Have to chime in once again : My reply to Jeff (and his argument, if I understood correctly) was about further monetizing these Superchargers in the future. As long as no other brand can use these stations there is no revenue beyond TSLA car sales, the $2k from lower-end buyers or maybe sponsorship deals with property owners.
I'm sure Tesla will be very happy to sell their drivetrain technology to other manufacturers. But at this point the only reason we're having this discussion is because Tesla is the company driving the market and that's what they have to continue to do. My view is that Tesla is trying to get to a position that will force other manuacturers to license their technology.
Tesla would be able to produce drivetrains at Fremont in very high numbers, much higher numbers than they could manufacture whole cars. Drivetrains also do not need a large network of stores and service centers. It's quite possible that in a mature market, Tesla could manufacture only high-end cars while being a drivetrain supply to one or more other manufacturers, which would allow them to scale back on other costs.
Something I don't understand is why you think that their Gen 3 strategy is risky. Gen 3 is about a
research push to make the electric drivetrain and other supporting technologies cheaper (and better in the case of charging), so that volume production will allow them to bring the base price down to a target of $35k.
If Tesla achieve its price target they'll raise the money to build out global production. If Tesla fails to achieve its price target, they won't.
But in the event of failure to hit the price target, it doesn't mean that the money spent on research will have been lost. Part of the reason Tesla's top-down strategy is so workable is that partial success is still success: lower cost will either increase margin or lower prices (and therefore increase sales volume) and increase profitability either way (I think they'd lower prices to build volume myself). If I recall correctly, in one of the earnings calls Elon Musk has already spoken about the potential for lowering target Model S/X margin to around 20% in the longer term. Having a large amount of spare capacity at Fremont gives Tesla a lot of wiggle room.
Many countries now build DC fast chargers using public funds; in short, my and your tax money is subsidizing other EV brands' infrastructure.
PS: Assuming free DC charging stations make sense, another manufacturer can duplicate this quickly for 100-200 million around the globe. The SC network is no unique, strategic TSLA advantage.
The SC network isn't just about being there, although any established complete network has an advantage.
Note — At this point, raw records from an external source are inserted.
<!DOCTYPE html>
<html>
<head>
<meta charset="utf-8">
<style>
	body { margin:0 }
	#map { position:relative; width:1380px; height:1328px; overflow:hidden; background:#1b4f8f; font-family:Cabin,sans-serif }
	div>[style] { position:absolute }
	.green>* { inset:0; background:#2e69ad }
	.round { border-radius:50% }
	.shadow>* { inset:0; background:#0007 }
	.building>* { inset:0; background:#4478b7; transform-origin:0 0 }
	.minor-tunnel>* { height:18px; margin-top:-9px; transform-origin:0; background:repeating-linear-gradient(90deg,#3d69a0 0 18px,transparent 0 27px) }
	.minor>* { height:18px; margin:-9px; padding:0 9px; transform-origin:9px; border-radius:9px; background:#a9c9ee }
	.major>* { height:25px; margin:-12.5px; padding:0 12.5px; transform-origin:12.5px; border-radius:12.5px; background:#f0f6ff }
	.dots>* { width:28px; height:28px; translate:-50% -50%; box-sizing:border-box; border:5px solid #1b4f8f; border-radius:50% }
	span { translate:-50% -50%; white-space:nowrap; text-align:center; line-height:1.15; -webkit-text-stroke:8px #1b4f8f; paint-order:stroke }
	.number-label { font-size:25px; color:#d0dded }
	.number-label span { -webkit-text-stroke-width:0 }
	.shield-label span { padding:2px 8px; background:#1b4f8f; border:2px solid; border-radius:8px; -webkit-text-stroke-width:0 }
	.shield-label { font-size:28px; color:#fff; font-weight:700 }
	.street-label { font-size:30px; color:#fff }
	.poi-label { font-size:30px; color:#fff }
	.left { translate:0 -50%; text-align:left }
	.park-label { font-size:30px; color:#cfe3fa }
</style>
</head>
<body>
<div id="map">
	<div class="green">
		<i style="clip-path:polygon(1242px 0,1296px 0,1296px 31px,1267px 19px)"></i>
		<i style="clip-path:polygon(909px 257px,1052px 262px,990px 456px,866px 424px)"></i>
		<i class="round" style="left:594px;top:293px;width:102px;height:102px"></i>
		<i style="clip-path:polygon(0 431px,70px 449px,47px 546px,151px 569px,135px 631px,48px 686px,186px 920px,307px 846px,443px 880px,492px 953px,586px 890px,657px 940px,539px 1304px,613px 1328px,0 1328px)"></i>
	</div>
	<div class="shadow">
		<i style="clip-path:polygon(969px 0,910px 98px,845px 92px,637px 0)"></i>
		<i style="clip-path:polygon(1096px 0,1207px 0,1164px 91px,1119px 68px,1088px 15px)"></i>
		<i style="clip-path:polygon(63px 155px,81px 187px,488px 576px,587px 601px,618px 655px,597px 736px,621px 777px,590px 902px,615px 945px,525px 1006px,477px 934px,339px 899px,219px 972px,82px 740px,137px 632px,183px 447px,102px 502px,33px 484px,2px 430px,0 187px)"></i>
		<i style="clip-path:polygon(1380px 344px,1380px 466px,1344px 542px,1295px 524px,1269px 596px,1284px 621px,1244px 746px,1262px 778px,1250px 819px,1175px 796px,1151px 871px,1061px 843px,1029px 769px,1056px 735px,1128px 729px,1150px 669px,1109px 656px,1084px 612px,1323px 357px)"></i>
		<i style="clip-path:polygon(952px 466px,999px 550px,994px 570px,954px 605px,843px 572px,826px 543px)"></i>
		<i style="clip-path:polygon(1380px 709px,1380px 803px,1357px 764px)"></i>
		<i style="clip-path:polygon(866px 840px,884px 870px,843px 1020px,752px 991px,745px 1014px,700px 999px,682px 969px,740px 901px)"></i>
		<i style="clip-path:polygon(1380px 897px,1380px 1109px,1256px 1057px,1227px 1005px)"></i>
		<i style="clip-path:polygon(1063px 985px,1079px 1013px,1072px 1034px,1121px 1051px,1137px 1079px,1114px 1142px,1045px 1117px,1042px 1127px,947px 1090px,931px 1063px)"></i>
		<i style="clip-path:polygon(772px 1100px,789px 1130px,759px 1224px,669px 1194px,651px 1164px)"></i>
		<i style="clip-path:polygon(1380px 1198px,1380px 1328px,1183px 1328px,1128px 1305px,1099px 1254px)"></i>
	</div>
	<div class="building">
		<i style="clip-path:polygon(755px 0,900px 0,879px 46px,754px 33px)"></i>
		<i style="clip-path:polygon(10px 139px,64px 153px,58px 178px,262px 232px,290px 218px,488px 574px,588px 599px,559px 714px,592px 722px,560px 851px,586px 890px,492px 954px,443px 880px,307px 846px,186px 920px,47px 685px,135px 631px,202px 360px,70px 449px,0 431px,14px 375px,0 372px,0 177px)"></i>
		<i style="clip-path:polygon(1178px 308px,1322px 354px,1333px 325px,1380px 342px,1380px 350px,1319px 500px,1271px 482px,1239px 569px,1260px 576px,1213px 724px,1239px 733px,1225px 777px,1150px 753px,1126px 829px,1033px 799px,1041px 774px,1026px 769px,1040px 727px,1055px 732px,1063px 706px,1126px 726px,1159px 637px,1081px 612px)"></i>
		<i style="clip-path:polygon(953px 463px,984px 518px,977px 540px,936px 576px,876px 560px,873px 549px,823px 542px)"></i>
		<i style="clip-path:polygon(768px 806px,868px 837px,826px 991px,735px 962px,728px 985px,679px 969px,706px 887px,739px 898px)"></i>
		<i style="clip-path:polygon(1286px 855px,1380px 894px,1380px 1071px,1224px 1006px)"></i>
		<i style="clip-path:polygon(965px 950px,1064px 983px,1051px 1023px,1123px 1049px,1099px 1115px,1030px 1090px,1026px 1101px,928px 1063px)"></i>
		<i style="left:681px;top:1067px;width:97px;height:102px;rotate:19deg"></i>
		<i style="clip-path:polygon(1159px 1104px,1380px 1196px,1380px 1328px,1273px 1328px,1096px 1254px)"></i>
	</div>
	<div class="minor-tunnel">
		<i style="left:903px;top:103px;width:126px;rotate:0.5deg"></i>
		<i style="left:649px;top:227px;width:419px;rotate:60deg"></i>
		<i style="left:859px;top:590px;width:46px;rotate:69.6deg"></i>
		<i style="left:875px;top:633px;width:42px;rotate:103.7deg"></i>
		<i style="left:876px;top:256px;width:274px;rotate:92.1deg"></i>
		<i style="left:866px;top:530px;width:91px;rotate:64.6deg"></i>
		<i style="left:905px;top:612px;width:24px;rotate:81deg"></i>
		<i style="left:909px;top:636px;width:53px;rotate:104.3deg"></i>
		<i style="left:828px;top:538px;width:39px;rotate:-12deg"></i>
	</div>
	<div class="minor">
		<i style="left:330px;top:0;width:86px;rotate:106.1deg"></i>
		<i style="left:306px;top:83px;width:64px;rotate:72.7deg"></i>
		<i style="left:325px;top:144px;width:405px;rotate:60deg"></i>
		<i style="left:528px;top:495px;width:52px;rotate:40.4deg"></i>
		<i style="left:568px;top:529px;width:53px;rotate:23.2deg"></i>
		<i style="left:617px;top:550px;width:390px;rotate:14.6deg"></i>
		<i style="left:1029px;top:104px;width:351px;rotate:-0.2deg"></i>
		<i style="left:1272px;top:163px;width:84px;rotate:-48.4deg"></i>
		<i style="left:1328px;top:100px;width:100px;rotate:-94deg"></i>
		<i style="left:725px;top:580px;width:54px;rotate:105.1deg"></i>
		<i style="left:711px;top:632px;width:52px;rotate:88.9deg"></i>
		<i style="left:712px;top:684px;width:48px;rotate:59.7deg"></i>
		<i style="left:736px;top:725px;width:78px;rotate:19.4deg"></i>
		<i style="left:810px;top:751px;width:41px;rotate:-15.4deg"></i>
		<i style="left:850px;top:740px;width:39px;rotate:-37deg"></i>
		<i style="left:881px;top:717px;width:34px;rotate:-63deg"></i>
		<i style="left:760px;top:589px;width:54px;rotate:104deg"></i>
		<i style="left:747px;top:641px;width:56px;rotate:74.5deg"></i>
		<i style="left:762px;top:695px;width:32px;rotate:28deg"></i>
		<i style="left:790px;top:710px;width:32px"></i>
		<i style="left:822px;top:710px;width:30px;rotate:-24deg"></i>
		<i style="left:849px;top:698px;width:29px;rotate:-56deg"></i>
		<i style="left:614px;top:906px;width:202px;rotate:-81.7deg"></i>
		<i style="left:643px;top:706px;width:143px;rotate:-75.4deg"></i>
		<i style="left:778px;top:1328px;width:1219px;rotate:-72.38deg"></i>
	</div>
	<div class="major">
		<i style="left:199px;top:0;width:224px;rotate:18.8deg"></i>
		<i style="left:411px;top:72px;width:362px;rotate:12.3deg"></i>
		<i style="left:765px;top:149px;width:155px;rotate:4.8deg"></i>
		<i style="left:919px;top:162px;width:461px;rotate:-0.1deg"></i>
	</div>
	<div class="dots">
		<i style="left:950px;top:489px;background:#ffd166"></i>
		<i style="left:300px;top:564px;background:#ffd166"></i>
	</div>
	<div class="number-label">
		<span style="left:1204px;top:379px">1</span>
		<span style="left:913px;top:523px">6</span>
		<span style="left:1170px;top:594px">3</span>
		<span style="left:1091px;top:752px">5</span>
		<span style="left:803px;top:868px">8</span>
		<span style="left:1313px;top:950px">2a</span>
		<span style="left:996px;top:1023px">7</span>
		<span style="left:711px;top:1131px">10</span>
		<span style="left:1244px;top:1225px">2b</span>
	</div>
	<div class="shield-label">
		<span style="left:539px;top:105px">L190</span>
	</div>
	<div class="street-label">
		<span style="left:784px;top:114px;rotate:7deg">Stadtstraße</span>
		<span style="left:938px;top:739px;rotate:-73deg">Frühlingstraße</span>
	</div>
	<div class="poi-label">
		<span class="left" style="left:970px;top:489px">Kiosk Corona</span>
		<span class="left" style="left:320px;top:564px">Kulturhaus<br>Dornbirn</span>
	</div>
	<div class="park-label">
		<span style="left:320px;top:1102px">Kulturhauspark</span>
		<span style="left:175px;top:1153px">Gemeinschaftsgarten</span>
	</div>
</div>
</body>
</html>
The SC network is also about charging speed and scalability. The competing cars plus network must be able to match or beat the Tesla (
wait+charge):drive ratio. The wait time is why Tesla uses a scalable design and continues to push the maximum and sustained rates of charging.
Going back to Tesla driving the market, the problem I see with your assumption is that no other manufacturer yet has a long-range BEV, many are still pushing PHEV and current DC charging stations are serving mid-range BEVs with high charge:drive ratios, which would lead to higher (wait+charge):ratios at volume.
Realistically, they need to have a long-range-BEV-specific DC charger network, but it's hard to build out an equivalent network when you don't have cars. Tesla committed to and started building the cars ahead of the network, and are gradually adding it, and can point to increasing amounts of real data that they can use in negotiations with landowners to say "(Let us) build it and they will come (with money)". But Tesla had no competition in their space. Other late entrants into the market would now be facing a Catch 22: if they try to build the network in advance, it will be hard to convince landowners to lease them space at reasonable rates; if they try to wait they're trying to convince people to buy their long-range BEV on a future promise, instead of a Tesla( Inside) that can use the established network.
The longer the manufacturers delay a release of a long-range BEV the harder it will be to compete with Tesla, which could mean a cooperative coalition will be required, which could further delay release. If during that period of delay just one established volume manufacturer licensed the Tesla drivetrain with Supercharging, it would make it harder for all of the others.
(And you may have noticed above that I didn't even mention the important challenge of matching Tesla's BEV prices without following their cell strategy or without stepping on their patents).